Signals originating from the GIT and directed toward appetite and satiety centers function in two directions depending on the body’s current energy needs: 1) orexigenic (appetite-stimulating) and 2) anorexigenic (appetite-suppressing) factors (Table 2).

Ghrelin is synthesized and secreted by P/D1 cells located in the stomach’s antrum and fundus and in the duodenum^[14], both during fasting and at usual mealtimes. Its secretion increases immediately before a meal and declines rapidly postprandially.^[14] Ghrelin secretion is part of an integrated system involving various central nervous system (CNS) and GIT regions. Nutrient-related signals stimulate gastric ghrelin release, activating hypothalamic and dopaminergic feeding centers in the CNS, thereby increasing appetite.

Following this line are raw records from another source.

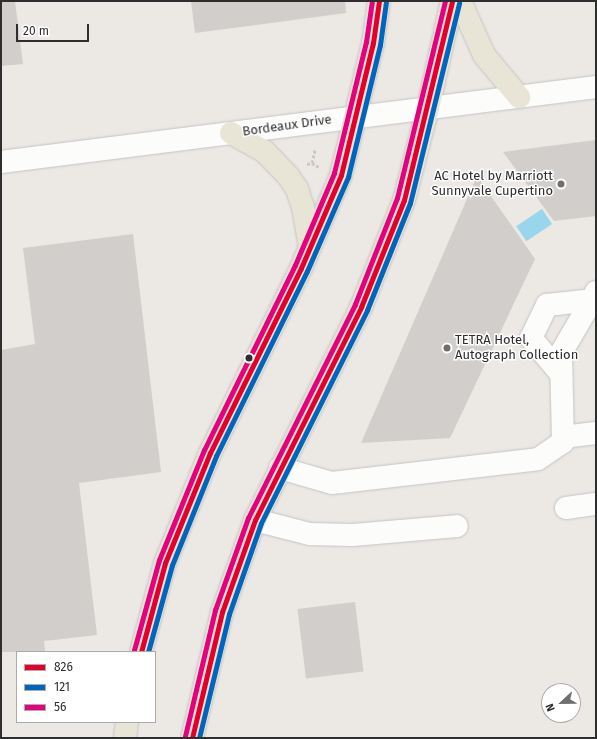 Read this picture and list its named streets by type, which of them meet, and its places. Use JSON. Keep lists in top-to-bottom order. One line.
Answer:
{"streets":{"street":["Bordeaux Drive"]},"places":["AC Hotel by Marriott Sunnyvale Cupertino","TETRA Hotel, Autograph Collection"],"lines":["transit line 826","transit line 56","transit line 121"],"legend":["826","121","56"],"scale_bar":"20 m","north":"left"} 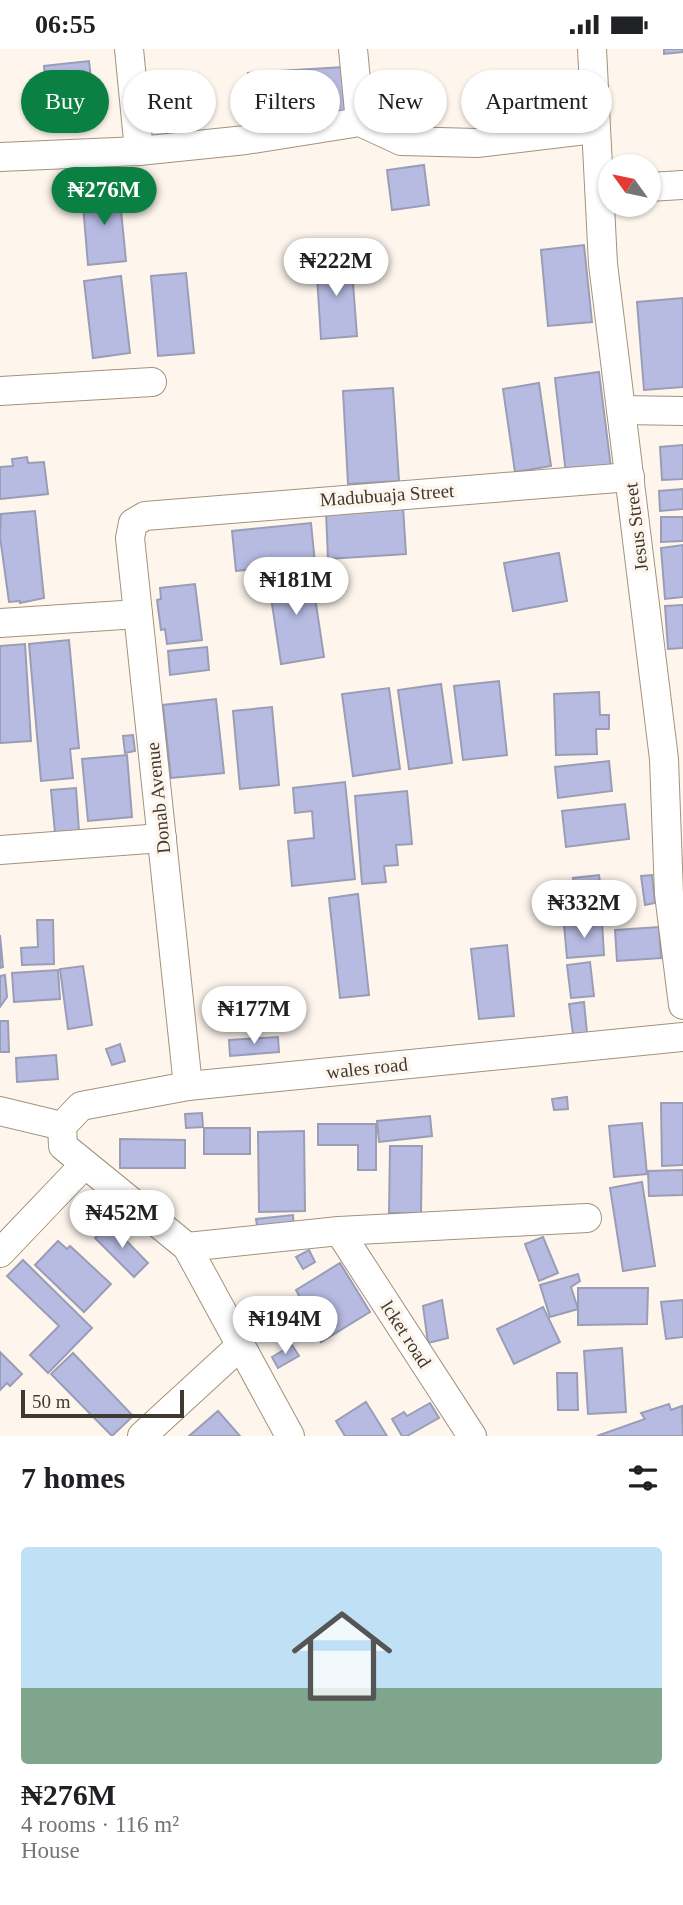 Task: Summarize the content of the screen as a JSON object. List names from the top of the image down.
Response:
{
  "streets": {
    "street": [
      "Madubuaja Street",
      "Jesus Street",
      "Donab Avenue",
      "wales road",
      "lcket road"
    ]
  },
  "crossings": [
    ["Madubuaja Street", "Jesus Street"],
    ["Madubuaja Street", "Donab Avenue"],
    ["Donab Avenue", "wales road"]
  ],
  "scale_bar": "50 m",
  "north": "top left",
  "page": {
    "status": "06:55",
    "chip": [
      "Buy",
      "Rent",
      "Filters",
      "New",
      "Apartment"
    ],
    "price": [
      "₦276M",
      "₦222M",
      "₦181M",
      "₦332M",
      "₦177M",
      "₦452M",
      "₦194M"
    ],
    "scale": "50 m",
    "heading": "7 homes",
    "list": [
      {
        "name": "₦276M",
        "note": "4 rooms · 116 m² · House"
      }
    ]
  }
}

Chronic stress, negative energy balance, leptin, and insulin can modulate feeding motivation by stimulating or inhibiting ghrelin release.^[15] Ghrelin secretion is influenced by autonomic nervous system activation, involving cholinergic and adrenergic neurotransmitters. Evidence suggests that increased ghrelin levels under acute or chronic stress—unrelated to negative energy balance—are mediated by sympathetic nervous system activation via pi-adrenergic receptors on ghrelin-secreting cells.^[16] Ghrelin release is inhibited by gastrointestinal hormones released during digestion, such as somatostatin and gastrin. Ghrelin undergoes acylation via O-acyl-transferase, becoming acyl-ghrelin. In this form, it stimulates growth hormone (GH) secretion via growth hormone secretagogue receptor 1a (GHSR1a) and enhances appetite by activating agouti-related protein (AgRP) and neuropeptide Y (NPY) neurons in the hypothalamus. It exerts an orexigenic effect by inhibiting melanocortin receptor 4 (MC4R)^[14], increases the rewarding value of food, stimulates gastric emptying and HCl production, mirroring its secretion pattern. Ghrelin helps maintain energy balance during long-term deficits. Circulating ghrelin levels inversely correlate with weight gain, obesity, and insulin resistance^[17], and positively with weight loss, anorexia nervosa, and cachexia related heart failure.^[18] Ghrelin also inhibits insulin secretion and stimulates endocannabinoid release.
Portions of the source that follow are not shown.